* **ASSIGNED TASK**
Find how many lines of the records hold the string "their" and reply with only that total.

Stored data:
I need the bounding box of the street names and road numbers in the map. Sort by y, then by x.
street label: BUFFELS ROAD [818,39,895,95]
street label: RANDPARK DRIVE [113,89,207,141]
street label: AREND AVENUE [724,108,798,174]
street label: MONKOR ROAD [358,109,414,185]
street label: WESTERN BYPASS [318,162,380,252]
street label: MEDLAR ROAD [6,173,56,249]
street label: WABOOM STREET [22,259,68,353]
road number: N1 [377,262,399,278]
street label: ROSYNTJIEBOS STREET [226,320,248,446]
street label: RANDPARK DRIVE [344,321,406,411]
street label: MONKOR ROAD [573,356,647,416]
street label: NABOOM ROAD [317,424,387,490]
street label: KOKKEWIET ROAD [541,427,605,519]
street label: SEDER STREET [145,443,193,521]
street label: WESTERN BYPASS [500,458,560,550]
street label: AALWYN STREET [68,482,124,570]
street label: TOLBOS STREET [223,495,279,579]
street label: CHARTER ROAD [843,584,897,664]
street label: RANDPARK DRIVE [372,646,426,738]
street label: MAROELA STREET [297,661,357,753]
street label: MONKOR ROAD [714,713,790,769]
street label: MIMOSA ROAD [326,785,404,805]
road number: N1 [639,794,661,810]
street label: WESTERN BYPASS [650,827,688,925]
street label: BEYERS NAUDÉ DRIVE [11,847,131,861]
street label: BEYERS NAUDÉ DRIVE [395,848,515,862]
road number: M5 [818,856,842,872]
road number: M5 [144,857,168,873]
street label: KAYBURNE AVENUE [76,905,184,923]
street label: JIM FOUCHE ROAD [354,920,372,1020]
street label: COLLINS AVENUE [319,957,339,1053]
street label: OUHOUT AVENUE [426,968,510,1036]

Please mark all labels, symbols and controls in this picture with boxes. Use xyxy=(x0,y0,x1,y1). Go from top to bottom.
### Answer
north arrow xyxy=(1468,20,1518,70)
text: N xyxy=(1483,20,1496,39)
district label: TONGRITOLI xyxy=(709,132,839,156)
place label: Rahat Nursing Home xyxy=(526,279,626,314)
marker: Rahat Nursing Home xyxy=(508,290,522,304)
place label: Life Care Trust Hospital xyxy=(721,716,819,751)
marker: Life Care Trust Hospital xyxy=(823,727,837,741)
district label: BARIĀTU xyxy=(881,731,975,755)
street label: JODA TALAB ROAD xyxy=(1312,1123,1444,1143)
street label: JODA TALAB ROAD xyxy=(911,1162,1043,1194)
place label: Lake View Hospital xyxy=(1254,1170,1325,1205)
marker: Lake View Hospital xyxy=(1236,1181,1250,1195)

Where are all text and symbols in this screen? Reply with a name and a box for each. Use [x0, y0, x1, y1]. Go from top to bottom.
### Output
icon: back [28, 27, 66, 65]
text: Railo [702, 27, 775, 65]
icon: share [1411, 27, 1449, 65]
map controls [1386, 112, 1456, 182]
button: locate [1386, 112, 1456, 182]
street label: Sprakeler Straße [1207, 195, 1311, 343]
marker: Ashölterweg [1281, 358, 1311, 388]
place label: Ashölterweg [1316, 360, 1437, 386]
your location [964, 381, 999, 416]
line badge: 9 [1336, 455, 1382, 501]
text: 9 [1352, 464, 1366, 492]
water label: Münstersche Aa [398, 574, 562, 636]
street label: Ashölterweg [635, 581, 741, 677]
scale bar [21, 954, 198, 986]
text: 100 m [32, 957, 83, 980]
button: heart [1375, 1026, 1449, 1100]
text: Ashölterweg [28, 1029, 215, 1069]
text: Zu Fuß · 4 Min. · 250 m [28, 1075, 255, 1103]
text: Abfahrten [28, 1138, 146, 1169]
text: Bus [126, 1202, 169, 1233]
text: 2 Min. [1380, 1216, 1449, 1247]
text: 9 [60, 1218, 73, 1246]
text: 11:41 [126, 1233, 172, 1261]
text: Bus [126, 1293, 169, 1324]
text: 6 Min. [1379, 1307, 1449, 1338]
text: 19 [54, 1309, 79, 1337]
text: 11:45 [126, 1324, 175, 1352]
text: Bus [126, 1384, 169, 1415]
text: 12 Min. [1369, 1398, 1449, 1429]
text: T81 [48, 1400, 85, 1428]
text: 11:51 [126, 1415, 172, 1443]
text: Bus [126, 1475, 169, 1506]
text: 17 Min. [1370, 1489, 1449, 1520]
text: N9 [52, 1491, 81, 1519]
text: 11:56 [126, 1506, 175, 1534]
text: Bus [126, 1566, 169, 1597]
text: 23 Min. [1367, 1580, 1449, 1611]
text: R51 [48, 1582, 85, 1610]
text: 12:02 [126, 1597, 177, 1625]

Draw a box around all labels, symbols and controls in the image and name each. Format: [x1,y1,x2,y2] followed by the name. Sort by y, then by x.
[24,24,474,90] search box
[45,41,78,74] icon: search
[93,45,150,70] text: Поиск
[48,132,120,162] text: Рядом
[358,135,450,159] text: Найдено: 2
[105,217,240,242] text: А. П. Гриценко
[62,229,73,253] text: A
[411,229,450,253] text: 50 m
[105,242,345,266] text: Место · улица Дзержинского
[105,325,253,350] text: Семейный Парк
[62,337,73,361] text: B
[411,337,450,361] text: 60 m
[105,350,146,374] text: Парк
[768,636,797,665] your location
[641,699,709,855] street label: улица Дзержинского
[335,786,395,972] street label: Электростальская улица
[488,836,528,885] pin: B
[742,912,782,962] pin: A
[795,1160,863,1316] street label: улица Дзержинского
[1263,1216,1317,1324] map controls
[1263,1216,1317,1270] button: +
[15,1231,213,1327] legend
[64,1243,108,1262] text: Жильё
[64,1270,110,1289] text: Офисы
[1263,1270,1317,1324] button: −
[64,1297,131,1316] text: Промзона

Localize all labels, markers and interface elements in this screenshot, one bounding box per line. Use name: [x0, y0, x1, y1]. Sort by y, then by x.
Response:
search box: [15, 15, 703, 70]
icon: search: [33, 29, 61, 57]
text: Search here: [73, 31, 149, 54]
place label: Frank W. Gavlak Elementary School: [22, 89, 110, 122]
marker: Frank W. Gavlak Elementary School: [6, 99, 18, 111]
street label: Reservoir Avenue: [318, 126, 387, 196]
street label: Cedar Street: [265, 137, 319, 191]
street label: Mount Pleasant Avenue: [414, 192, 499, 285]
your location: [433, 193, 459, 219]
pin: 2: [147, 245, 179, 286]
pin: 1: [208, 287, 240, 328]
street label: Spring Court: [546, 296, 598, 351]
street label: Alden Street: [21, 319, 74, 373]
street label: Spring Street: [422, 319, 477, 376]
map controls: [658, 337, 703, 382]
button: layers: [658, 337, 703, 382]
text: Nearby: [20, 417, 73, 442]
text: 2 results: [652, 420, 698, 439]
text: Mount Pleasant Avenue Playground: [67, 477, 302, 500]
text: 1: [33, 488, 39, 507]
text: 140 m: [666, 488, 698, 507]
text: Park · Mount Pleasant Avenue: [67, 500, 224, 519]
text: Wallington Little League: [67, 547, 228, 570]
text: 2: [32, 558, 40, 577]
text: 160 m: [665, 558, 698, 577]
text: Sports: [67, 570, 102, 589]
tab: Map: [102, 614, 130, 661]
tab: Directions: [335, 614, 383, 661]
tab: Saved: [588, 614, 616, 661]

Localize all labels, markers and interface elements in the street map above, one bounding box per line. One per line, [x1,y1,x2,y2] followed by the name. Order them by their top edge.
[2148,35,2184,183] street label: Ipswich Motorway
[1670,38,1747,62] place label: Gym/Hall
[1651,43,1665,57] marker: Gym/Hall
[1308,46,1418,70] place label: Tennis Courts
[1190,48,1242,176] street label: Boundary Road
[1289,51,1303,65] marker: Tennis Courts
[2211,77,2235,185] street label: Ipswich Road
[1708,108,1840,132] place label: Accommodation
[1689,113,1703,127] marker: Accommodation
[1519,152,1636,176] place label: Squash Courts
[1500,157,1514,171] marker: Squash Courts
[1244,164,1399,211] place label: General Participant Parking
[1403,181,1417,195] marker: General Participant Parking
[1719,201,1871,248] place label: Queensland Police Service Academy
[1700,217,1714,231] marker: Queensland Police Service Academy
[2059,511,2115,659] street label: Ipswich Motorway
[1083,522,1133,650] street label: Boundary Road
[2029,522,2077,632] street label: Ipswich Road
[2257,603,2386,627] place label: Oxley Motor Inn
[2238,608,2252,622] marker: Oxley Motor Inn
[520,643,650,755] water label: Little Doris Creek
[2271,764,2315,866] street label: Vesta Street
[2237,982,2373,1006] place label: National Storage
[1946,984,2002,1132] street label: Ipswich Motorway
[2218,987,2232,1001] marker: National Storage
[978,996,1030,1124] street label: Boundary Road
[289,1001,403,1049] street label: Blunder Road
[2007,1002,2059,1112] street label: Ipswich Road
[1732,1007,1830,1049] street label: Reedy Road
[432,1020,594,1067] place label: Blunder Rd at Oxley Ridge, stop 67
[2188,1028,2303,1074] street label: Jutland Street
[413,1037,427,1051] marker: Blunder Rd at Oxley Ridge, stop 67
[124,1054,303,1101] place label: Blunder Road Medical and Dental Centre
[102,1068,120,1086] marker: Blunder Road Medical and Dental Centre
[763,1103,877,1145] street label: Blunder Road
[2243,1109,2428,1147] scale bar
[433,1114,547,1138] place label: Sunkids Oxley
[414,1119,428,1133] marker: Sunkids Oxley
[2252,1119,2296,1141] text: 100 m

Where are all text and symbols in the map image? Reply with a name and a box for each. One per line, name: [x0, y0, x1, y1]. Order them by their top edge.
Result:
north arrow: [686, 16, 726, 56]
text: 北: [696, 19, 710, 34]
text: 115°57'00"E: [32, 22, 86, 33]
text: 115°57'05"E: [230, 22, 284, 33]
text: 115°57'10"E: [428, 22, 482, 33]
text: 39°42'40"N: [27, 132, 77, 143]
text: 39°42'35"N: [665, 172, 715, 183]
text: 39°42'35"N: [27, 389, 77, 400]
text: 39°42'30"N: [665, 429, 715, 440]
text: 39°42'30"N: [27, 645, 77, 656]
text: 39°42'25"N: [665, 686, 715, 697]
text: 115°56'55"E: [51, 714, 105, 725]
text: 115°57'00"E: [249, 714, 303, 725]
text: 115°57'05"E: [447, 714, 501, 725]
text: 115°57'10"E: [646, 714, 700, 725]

* **RESPONSE TO THIS EXERCISE**
2